ULLE, Sri Lanka — Mark Stinson and the two other American doctors huddled on a beach and plotted their rules of engagement -- not for war, but to bring medical aid to an impoverished community so isolated that it doesn't even rate a mention on most local maps.
"Remember, no medical aid is administered until we have order, so people all don't come at us all at once," Stinson warned. "Draw a demarcation line, and get a local official to man it so that we're not seen as the bad guys. Then, we go ahead and treat people, one patient at a time."
The tsunami killed more than 1,000 people here, one-sixth of the residents who eked out a living from fishing, rice farming and tourists drawn to some of the world's best surfing. Many of the town's homes were washed away, and 1,000 people were still missing.
Once connected to the island of Sri Lanka, Ulle awoke Dec. 26 to find itself an island.

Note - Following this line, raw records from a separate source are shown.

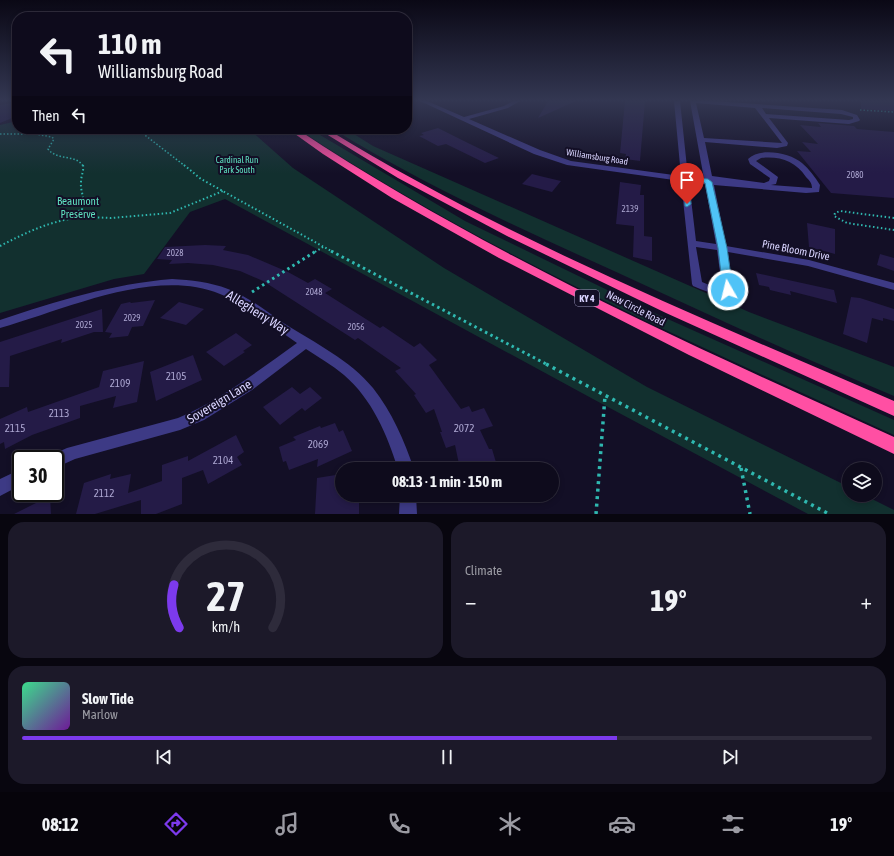 <!DOCTYPE html>
<meta charset="utf-8">
<style>
:root{--surface:#0e0b1c;--page:#1c1929;--text:#f1f3f6;--muted:#9b9ba3;--line:#2e2b3b;--accent:#7c3aed}
body{margin:0;font-family:"Asap Condensed",sans-serif;background:var(--page);color:var(--text);height:100vh;display:flex;flex-direction:column;font-size:15px;white-space:nowrap}
*{box-sizing:border-box;margin:0}
p{font-size:13px;color:var(--muted)}
.icon{flex:none;width:22px;height:22px;fill:none;stroke:currentColor;stroke-width:2;stroke-linecap:round;stroke-linejoin:round}
.map{position:relative;height:514px;overflow:hidden}
.details{display:flex;flex-direction:column;gap:8px;padding:8px;background:#08060f;flex:1}
.details>*{flex:none}
.guide{position:absolute;left:12px;top:12px;width:400px;height:122px;border-radius:16px;box-shadow:0 2px 6px #0003,0 0 0 1px var(--line);background:#0e0b1c;color:var(--text);overflow:hidden}
.buttons{position:absolute;left:842px;top:462px;display:grid;gap:8px}
.buttons a{display:grid;place-items:center;width:40px;height:40px;border-radius:50%;background:var(--surface);box-shadow:0 2px 6px #0003,0 0 0 1px var(--line);font-size:20px}
.speed{position:absolute;left:12px;top:450px;display:flex;gap:8px;font-size:20px;font-weight:700;text-align:center}
.speed>*{display:grid;place-content:center;width:52px;height:52px;border-radius:50%;background:var(--surface);box-shadow:0 2px 6px #0003,0 0 0 1px var(--line);line-height:1}
.speed .limit{border:2px solid #111;border-radius:6px;background:#fff;color:#111}
.pin{position:absolute;display:grid;place-items:center;width:34px;height:34px;color:#fff;margin:-41px -17px;border-radius:50% 50% 50% 0;rotate:-45deg;box-shadow:0 0 4px #0007}
.pin .icon{rotate:45deg}
.me{position:absolute;width:44px;margin:-22px;rotate:352deg;stroke-linejoin:round;filter:drop-shadow(0 0 3px #0008)}
.turn{display:flex;align-items:center;gap:14px;height:84px;padding:0 20px;font-size:18px}
.turn .icon{width:52px;height:52px;stroke-width:2.5}
.turn b{display:block;font-size:28px;line-height:34px}
.then{display:flex;align-items:center;height:38px;padding:0 20px;background:#0003;gap:8px;font-size:15px}
.big{font-size:30px;font-weight:700;line-height:1.1}
.details .tile{flex:1;display:flex;flex-direction:column;justify-content:center;gap:6px;min-width:0;padding:0 14px;border-radius:16px;background:var(--page)}
.details .dial{align-items:center;gap:0}
.dial svg{height:104px;overflow:visible;fill:none;stroke:var(--line);stroke-width:7;stroke-linecap:round;text-anchor:middle}
.dial text{fill:var(--text);stroke:none}
.song{display:flex;align-items:center;gap:12px}
.cover{width:48px;height:48px;border-radius:6px;background:linear-gradient(135deg,hsl(150 70% 55%),hsl(280 70% 35%))}
.played{height:4px;border-radius:2px;background:linear-gradient(90deg,var(--accent) 70%,var(--line) 70%)}
.keys{display:flex;justify-content:space-around;direction:ltr}
.heat{display:flex;justify-content:space-between;align-items:center;font-size:22px;direction:ltr}
.details .tiles{flex:1;display:grid;gap:8px;grid-template-columns:1fr 1fr}
.tile:last-child{grid-column:span 2}
.trip{position:absolute;left:335px;top:462px;width:224px;height:40px;border-radius:20px;background:var(--surface);box-shadow:0 2px 6px #0003,0 0 0 1px var(--line);font-weight:700;line-height:40px;text-align:center}
.menu{display:flex;height:64px;justify-content:space-around;align-items:center;background:#06040b;color:var(--muted)}
.menu .icon{width:28px;height:28px}
.menu .selected{color:var(--accent)}
.menu b{font-size:18px;color:var(--text)}
.map>svg:first-child{display:block}
</style>
<div class="map">
<svg width="894" height="514" viewBox="0 0 894 514">
<rect width="100%" height="100%" fill="#130f26"/>
<path fill="#12302f" d="M17 121V129H249L293 168 444 268 647 387 849 487V495H864L894 510V514H808L593 399 225 199 190 212 144 274 114 279 0 313V125Z
M298 129H310L465 221 661 316 894 420V435C691 342 485 253 298 129Z
M333 129H346L373 146 749 312 894 367V396C800 357 707 314 614 271 519 228 422 184 333 129Z"/>
<path fill="#241b47" d="M548 101H576L538 118Z
M625 101H645L640 161 625 159 626 154 620 153Z
M861 101H894V111L861 109Z
M12 103 17 109V116L0 123V105Z
M818 123 854 126 857 129 894 132V198L831 193 797 151 811 152 802 142 818 144 800 125 821 127Z
M438 128 468 143 499 158 485 163 446 144 438 146 419 136 424 135 421 133Z
M532 174 544 177 561 181 552 192 522 184Z
M620 182 641 185 640 195H644V236L652 237V261L633 257 634 226 616 224Z
M807 223 835 229V254L809 247Z
M205 245 226 246 223 250 248 255 288 272 308 283 315 279 332 289 325 293 380 328 383 326 414 347 420 343 437 360 429 365 461 409 469 406 472 412 484 408 493 426 480 430 489 449H492L498 469H460L455 445 446 448 440 432H442L434 409 426 413 414 395 416 394 395 371 401 368 358 338 355 340 263 281 240 271 213 265 188 263 169 264 172 260 157 259 165 247Z
M880 254 894 258V271L877 265Z
M756 273 834 290 837 303 790 291 791 295 770 290 769 287 759 285Z
M851 297 860 298 894 309V321L883 318V321L872 318 867 343 843 334Z
M155 300 143 326 132 327 128 336 109 338 112 333 105 332 121 304 130 302 131 303Z
M179 302 204 309 186 325 160 318Z
M102 309 103 332H94L61 343 62 339 10 356 9 387H0V342Z
M236 333 252 345 243 351 245 352 224 366 206 352Z
M193 355 202 380 156 401 150 372Z
M144 361 137 402 113 408 116 396 80 406V418L32 435 5 449 4 442 0 444V419L27 407 28 412 99 387 103 371Z
M292 387 300 394 310 387 322 398 305 411 302 408 280 425 263 407Z
M335 423 339 432 343 430 352 451 317 467 318 459 289 470 286 461 283 462 279 447 296 440 293 437 320 426 321 428Z
M236 435 244 452 237 457 242 465 208 484 203 470 182 478V504L156 514H141V500L95 514H76L84 483 111 474 110 479 131 474 128 493 162 481V465L188 456V461Z
M342 474V495H359V514H315L317 478Z
M50 496 51 514H14Z"/>
<g fill="none" stroke-linecap="round" stroke-linejoin="round">
<path stroke="#2fb8b0" stroke-width="1.5" stroke-dasharray="1.5 2" stroke-linecap="butt" d="M860 110 894 112
M137 129 185 166
M0 134H35L52 137 54 139 48 149C57 161 76 154 83 166"/>
<path stroke="#2fb8b0" stroke-width="2" stroke-dasharray="1.5 2.5" stroke-linecap="butt" d="M83 165C84 171 81 176 81 182 80 192 86 199 82 209L89 217 111 218 170 213 223 191
M184 165 201 179 333 252
M68 217 82 209
M894 218 840 211 835 213 834 216 847 223 894 230
M0 246C29 231 56 218 89 217
M315 252 323 247"/>
<path stroke="#2fb8b0" stroke-width="3" stroke-dasharray="2.5 3.5" stroke-linecap="butt" d="M331 251 548 365
M252 292 316 251"/>
<path stroke="#2fb8b0" stroke-width="3.5" stroke-dasharray="3 4.5" stroke-linecap="butt" d="M546 364 829 514
M741 468 750 514
M596 514 605 396"/>
<path fill="#3d3a85" fill-rule="evenodd" d="M420 101H427L464 117 504 106 513 101H520L508 108 469 119 540 150 571 161 681 176 674 101H680L688 177 704 179 690 101H712L842 110 857 115 860 120 859 121 849 124 769 118 788 143 787 146 777 148 705 142 712 176 764 183 769 181 770 178 750 164 748 159C760 147 790 153 802 163 809 169 815 177 820 185L819 192 806 193 714 185 726 246 809 260 894 283V290L808 266 728 252 733 290 732 292C717 296 707 292 693 286L692 284 681 181 567 165 534 154ZM696 103 755 108 782 143 704 138ZM762 108 841 114 853 117V119L849 120 766 114ZM761 158C780 156 795 161 806 177 809 180 812 183 812 188L771 185 776 184 778 177 756 161ZM689 182 705 184 716 244 696 241ZM696 247 717 250 722 287H714L702 282Z
M172 279C191 280 210 282 228 289 249 297 267 312 285 324 315 343 350 360 373 388 392 412 404 440 414 469H398C387 434 372 399 344 375 332 365 318 357 306 349L252 390 204 420 180 430 75 459 55 468V459H48L49 456 67 448 178 418C221 400 259 370 297 343 272 326 248 304 220 294 154 267 65 310 0 328V320C57 301 112 284 172 279Z
M21 469V485L0 496V479Z
M400 495H416L417 514H399Z"/>
<path fill="#ff4fa3" fill-rule="evenodd" d="M288 129H297C484 253 691 345 894 437V454L689 355 499 258 392 198 323 154Z
M318 129H327C506 239 702 318 894 401V416L666 313 507 236 398 178Z"/>
</g>
<linearGradient id="sky" x2="0" y2="1"><stop stop-color="#0a0815"/><stop offset="0.58" stop-color="#333752"/><stop offset="1" stop-color="#333752" stop-opacity="0"/></linearGradient>
<rect width="894" height="173" fill="url(#sky)"/>
<path fill="#4fc3f7" stroke="#337fa1" d="M683 177 708 179 712 182 727 248 733 290 732 292H725L723 290 718 248 705 183 689 181 691 204 687 207 685 206Z"/>
<g text-anchor="middle" stroke-width="4" stroke-linejoin="round" paint-order="stroke">
<g font-size="9" fill="#d9d4ff" stroke="#130f26">
<text transform="translate(597 157) rotate(9)" y="3">Williamsburg Road</text>
</g>
<g font-size="9" fill="#5fe0c0" stroke="#130f26">
<text x="237" y="163">Cardinal Run<tspan x="237" dy="10">Park South</tspan></text>
</g>
<g font-size="9" fill="#aca6d1">
<text x="855" y="178">2080</text>
<text x="630" y="212">2139</text>
<text x="175" y="256">2028</text>
<text x="314" y="295">2048</text>
<text x="132" y="321">2029</text>
<text x="84" y="328">2025</text>
<text x="356" y="330">2056</text>
</g>
<rect fill="#130f26" stroke="#9e99be" stroke-width="1" x="575" y="290" width="24" height="16" rx="3"/>
<g font-size="10" font-weight="bold" fill="#d9d4ff">
<text x="587" y="302">KY 4</text>
</g>
<g font-size="11" fill="#5fe0c0" stroke="#130f26">
<text x="78" y="205">Beaumont<tspan x="78" dy="13">Preserve</tspan></text>
</g>
<g font-size="11" fill="#d9d4ff" stroke="#130f26">
<text transform="translate(796 250) rotate(11)" y="4">Pine Bloom Drive</text>
<text transform="translate(636 308) rotate(27)" y="4">New Circle Road</text>
</g>
<g font-size="11" fill="#aca6d1">
<text x="176" y="380">2105</text>
<text x="120" y="387">2109</text>
<text x="59" y="417">2113</text>
<text x="15" y="432">2115</text>
<text x="464" y="432">2072</text>
<text x="318" y="448">2069</text>
<text x="223" y="464">2104</text>
<text x="104" y="497">2112</text>
</g>
<g font-size="13" fill="#d9d4ff" stroke="#130f26">
<text transform="translate(258 312) rotate(32)" y="5">Allegheny Way</text>
<text transform="translate(219 401) rotate(-31)" y="5">Sovereign Lane</text>
</g>
</g>
</svg>
<div class="buttons">
<a><svg class="icon" aria-label="layers" viewBox="0 0 24 24"><path d="M12 4l9 5-9 5-9-5zM3 14l9 5 9-5"/></svg></a>
</div>
<div class="speed"><div class="limit">30</div></div>
<div class="pin" style="left:687px;top:204px;background:#d93025"><svg class="icon" aria-label="arrive" viewBox="0 0 24 24"><path d="M6 21V4h12l-3 4 3 4H6"/></svg></div>
<svg class="me" style="left:728px;top:290px" viewBox="-20 -20 40 40"><circle r="17" fill="#4fc3f7" stroke="#fff" stroke-width="3"/><path d="M0-11L8 9 0 5-8 9z" fill="#fff"/></svg>
<div class="trip">08:13 · 1 min · 150 m</div>
<div class="guide">
<div class="turn"><svg class="icon" aria-label="left" viewBox="0 0 24 24"><path d="M17 20v-9H6M10 6l-5 5 5 5"/></svg><div><b>110 m</b>Williamsburg Road</div></div>
<div class="then">Then<svg class="icon" aria-label="left" viewBox="0 0 24 24"><path d="M17 20v-9H6M10 6l-5 5 5 5"/></svg></div>
</div>
</div>
<section class="details">
<div class="tiles">
<div class="tile dial"><svg viewBox="0 0 100 80">
<path d="M14 69A42 42 0 1 1 86 69"/>
<path d="M14 69A42 42 0 0 1 10 36" stroke="#7c3aed"/>
<text x="50" y="56" font-size="32" font-weight="700">27</text>
<text x="50" y="72" font-size="11">km/h</text>
</svg></div>
<div class="tile"><p>Climate</p>
<div class="heat"><a>−</a><b class="big">19°</b><a>+</a></div>
</div>
<div class="tile">
<div class="song"><i class="cover"></i><div><b>Slow Tide</b><p>Marlow</p></div></div>
<div class="played"></div>
<div class="keys"><svg class="icon" aria-label="previous" viewBox="0 0 24 24"><path d="M18 5L8 12l10 7zM5 5v14"/></svg><svg class="icon" aria-label="pause" viewBox="0 0 24 24"><path d="M8 5v14M16 5v14"/></svg><svg class="icon" aria-label="next" viewBox="0 0 24 24"><path d="M6 5l10 7-10 7zM19 5v14"/></svg></div>
</div>
</div>
</section>
<nav class="menu">
<b>08:12</b>
<svg class="icon selected" aria-label="directions" viewBox="0 0 24 24"><path d="M12 3l9 9-9 9-9-9zM9 14v-3h6M13 9l2 2-2 2"/></svg>
<svg class="icon" aria-label="music" viewBox="0 0 24 24"><path d="M9 18V5l10-2v13"/><circle cx="6" cy="18" r="3"/><circle cx="16" cy="16" r="3"/></svg>
<svg class="icon" aria-label="phone" viewBox="0 0 24 24"><path d="M5 4h4l2 5-3 2q2 4 5 5l2-3 5 2v4C11 20 4 13 5 4z"/></svg>
<svg class="icon" aria-label="climate" viewBox="0 0 24 24"><path d="M12 3v18M4 7l16 10M4 17L20 7"/></svg>
<svg class="icon" aria-label="car" viewBox="0 0 24 24"><path d="M5 17H2v-5l4-1 3-4h7l3 4 3 1v5h-3M9 17h6M6 11h13"/><circle cx="7" cy="17" r="2"/><circle cx="17" cy="17" r="2"/></svg>
<svg class="icon" aria-label="filters" viewBox="0 0 24 24"><path d="M4 7h16M4 17h16"/><circle cx="9" cy="7" r="2"/><circle cx="15" cy="17" r="2"/></svg>
<b>19°</b>
</nav>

A bridge that linked the town to Pottuvil, a mainland village across a wide causeway, was also heavily damaged.
As the sun set on a humid evening Thursday, battered Sri Lankan military boats ferried residents and the first trickle of supplies. Nearby, snarling wild dogs eyed the mostly perishable cargo. One howled at the rising moon while another gnawed on a rotting goat carcass that had washed ashore.
Grim-faced men and boys stacked rice bales, bottled water and clothing on the edge of a washed-out cricket field. Many had lost their entire extended families along with homes and possessions. "This is not the right moment for grief; now is a time to battle for our own survival," said one man who lost a dozen relatives who lived in houses along the beach.
Despite the international relief pouring into the countries hit by the tsunami, only a trickle, mostly from Sri Lankans, has reached places like Ulle. Separated from the capital, Colombo, by submerged jungle roads that are in poor condition even in good times, residents in Ulle largely have been left to fend for themselves.
This is precisely the kind of place Stinson and Neil Jayasekera had in mind when they left San Francisco on New Year's Day on a personal quest to help victims of the Indian Ocean tsunami.
The Bay Area doctors, volunteers for the Los Angeles-based humanitarian group Relief International, took two weeks of unpaid leave from their hospital emergency room jobs to serve as an aid reconnaissance team for the agency, which helps disaster-torn communities around the world.